If you search online, you will discover websites that provide ideas for divorce parties. This new secular trend demonstrates a lack of shame and remorse for the breaking of vows and the termination of marriages. Such divorce parties include everything from brownies and beer to a Jaws theme (pointing out the idea that things could always be worse). What we must be sure of is that Jesus attended weddings and supported marriage, but you would not find him in attendance at a divorce party—save the invitation.
What does the Bible teach about marriage and divorce? Marriage is a beautiful thing. God has instituted this divine ordinance and it puts on display the radiance of the gospel of Christ. In Matthew 19:3-9, Jesus made it clear that divorce was never commanded. Further, he made the following statement, “What therefore God has joined together, let not man separate” (Matt. 13:6). Only in the case of sexual immorality is divorce permissible, but it’s still never commanded. The word “sexual immorality” in Matthew 19 is “πορνεία” (porneia). It’s a word that is literally connected to another word—prostitue. It is used to speak of illicit sexual intercourse. This word could also be used to describe child molestation, homosexual practices, or intercourse with animals – which would of course be condemned.
God has always hated divorce.

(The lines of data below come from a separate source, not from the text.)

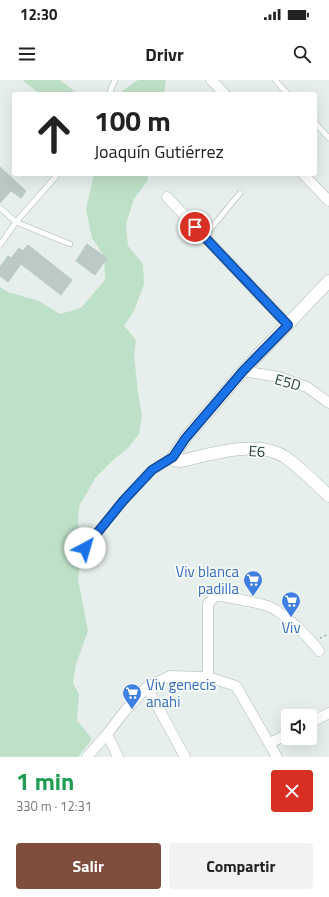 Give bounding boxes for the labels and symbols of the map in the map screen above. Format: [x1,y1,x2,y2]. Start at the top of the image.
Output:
pin [178,210,212,244]
street label: E5D [272,367,304,397]
street label: E6 [248,439,266,463]
position arrow [64,527,106,569]
place label: Viv blanca padilla [175,560,239,600]
supermarket icon: Viv blanca padilla [242,569,264,597]
supermarket icon: Viv [280,590,302,618]
place label: Viv [281,616,301,639]
place label: Viv genecis anahi [146,673,216,713]
supermarket icon: Viv genecis anahi [121,682,143,710] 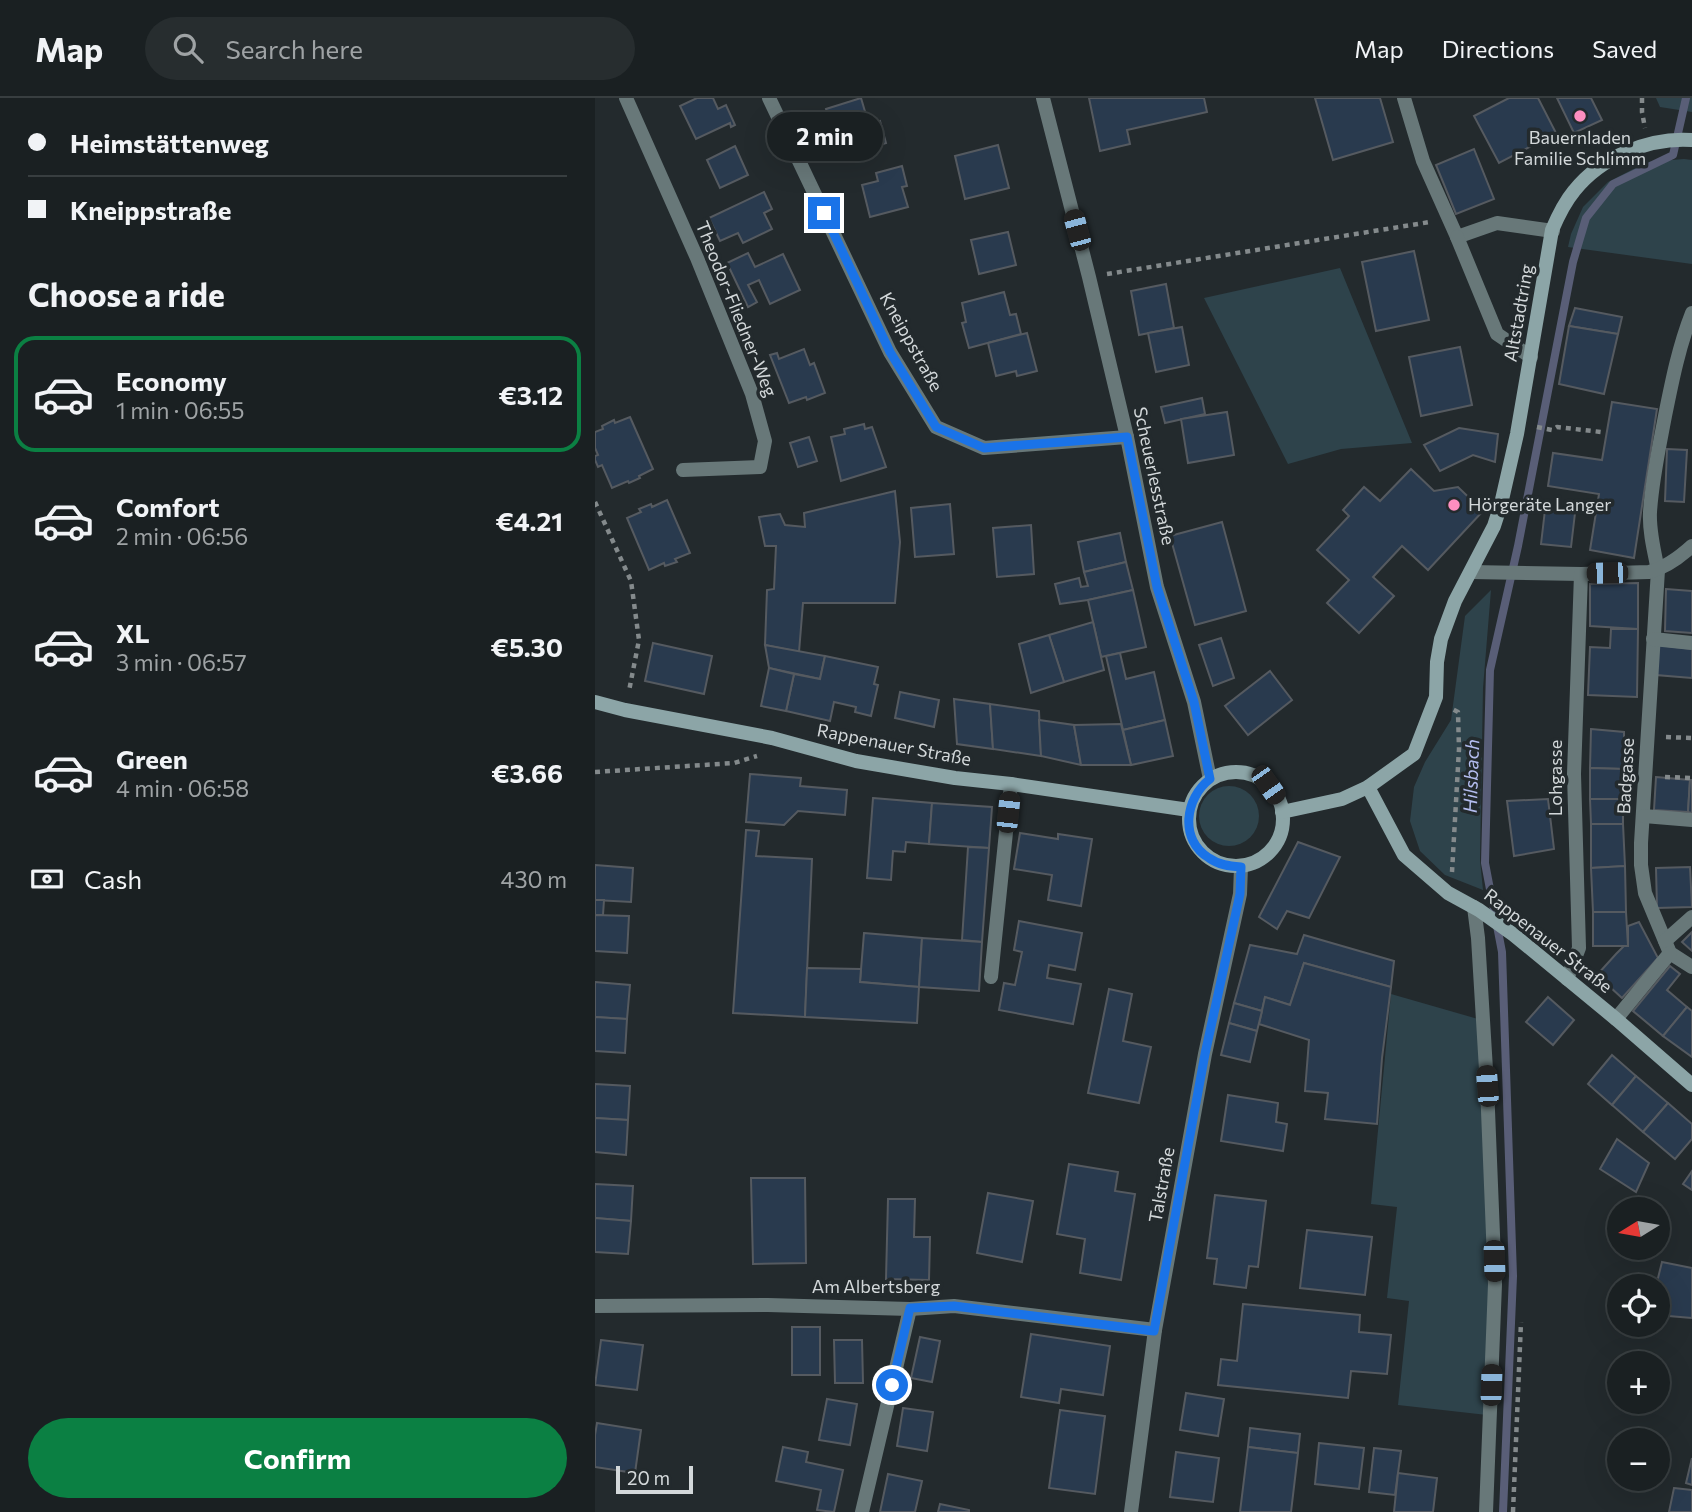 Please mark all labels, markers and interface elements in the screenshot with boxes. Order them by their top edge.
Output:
search box [145,17,635,80]
text: Map [35,28,103,69]
icon: search [169,29,207,67]
text: Search here [225,33,363,64]
text: Map [1354,34,1404,63]
text: Directions [1442,34,1554,63]
text: Saved [1592,34,1657,63]
marker: Bauernladen Familie Schlimm [1572,108,1588,124]
callout: 2 min [766,111,882,160]
text: 2 min [796,122,854,150]
place label: Bauernladen Familie Schlimm [1514,126,1646,169]
text: Heimstättenweg [70,127,269,158]
text: Kneippstraße [70,194,231,225]
route end [808,197,840,229]
car [1062,207,1093,253]
street label: Theodor-Fliedner-Weg [692,218,782,400]
street label: Altstadtring [1499,262,1537,363]
text: Choose a ride [28,274,225,314]
street label: Kneippstraße [876,288,948,395]
icon: car [32,363,95,426]
text: Economy [116,365,227,396]
text: €3.12 [498,379,563,410]
text: 1 min · 06:55 [116,396,244,424]
street label: Scheuerlesstraße [1130,405,1180,547]
icon: car [32,489,95,552]
text: Comfort [116,491,219,522]
place label: Hörgeräte Langer [1468,493,1611,515]
marker: Hörgeräte Langer [1446,497,1462,513]
text: €4.21 [495,505,563,536]
text: 2 min · 06:56 [116,522,248,550]
car [1586,562,1629,584]
icon: car [32,615,95,678]
text: XL [116,617,150,648]
text: €5.30 [491,631,563,662]
text: 3 min · 06:57 [116,648,247,676]
street label: Rappenauer Straße [815,718,973,770]
street label: Badgasse [1612,737,1638,815]
water label: Hilsbach [1458,738,1483,813]
street label: Lohgasse [1544,740,1566,816]
icon: car [32,741,95,804]
text: Green [116,743,188,774]
text: €3.66 [491,757,563,788]
car [1248,762,1289,808]
text: 4 min · 06:58 [116,774,249,802]
car [996,790,1021,834]
icon: cash [28,860,66,898]
text: Cash [84,863,142,894]
text: 430 m [501,865,567,893]
street label: Rappenauer Straße [1480,883,1617,997]
car [1476,1064,1499,1108]
street label: Talstraße [1144,1145,1178,1224]
north arrow [1607,1197,1669,1260]
map controls [1607,1197,1670,1491]
car [1483,1240,1506,1282]
button: locate [1607,1274,1670,1337]
street label: Am Albertsberg [812,1275,941,1297]
button: + [1607,1351,1670,1414]
car [1480,1364,1503,1406]
route start [876,1369,908,1401]
button: Confirm [28,1418,567,1498]
button: − [1607,1428,1670,1491]
scale bar [616,1463,693,1495]
text: 20 m [627,1466,670,1489]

The same God described in Malachi 2:16 who hates divorce is the same God who speaks of the high view of marriage in Matthew 19. Jesus should never be viewed as the “gentle Jesus” while the God of the Old Testament is viewed as the “wrathful God.” We must remember that God is one and Jesus stated, “I and the Father are one” (John 10:30). Jesus was present and equal with the Father when Malachi penned the words of Malachi 2:16 and he was likewise involved with the establishment of marriage from the beginning. James Montgomery Boice writes, “Instead of trying to find loopholes in God’s commandment or trying to convince ourselves that our spouse is not a Christian or is at least not behaving as one and therefore divorceable, we ought to be shouting the holiness of marriage from the housetops. It is better to endure much personal unhappiness than to treat as expendable the solemn vows of the wedding service.”
It’s abundantly clear that Jesus does not support the divorce practices of our culture or any other culture. The breaking of the marriage covenant is a very serious thing and one that should never be approached flippantly. A Romanian woman filed for divorce after fifty years of marriage because she was angry with her husband who was spending way too much of their money and time feeding stray dogs. In Canada, if your wife can prove that you snore too loudly, she has a reason for divorce. This type of divorce practice shatters the hearts of children (and grandchildren), reproduces itself in coming generations, and encourages a society to have a low view of marriage.
Marriage is not about being in love or attracted to your spouse. Marriage is not about being happy. Marriage is about God and it displays the glory of God in the gospel. Stay married and work through trials and difficulties. Don’t throw in the white towel and break a covenant promise that you made to your spouse and to God. While we should be clear that divorce is not the unforgivable sin and there can still be a profitable life ahead for those who experience a divorce, the church of Jesus Christ should still find divorce something that brings shame as opposed to renewed freedom. In a day where people look for every opportunity to treat marriage like a disposable solo cup, we must remember the words of our Lord Jesus Christ who stated the following:
What therefore God has joined together, let not man separate (Mark 10:9).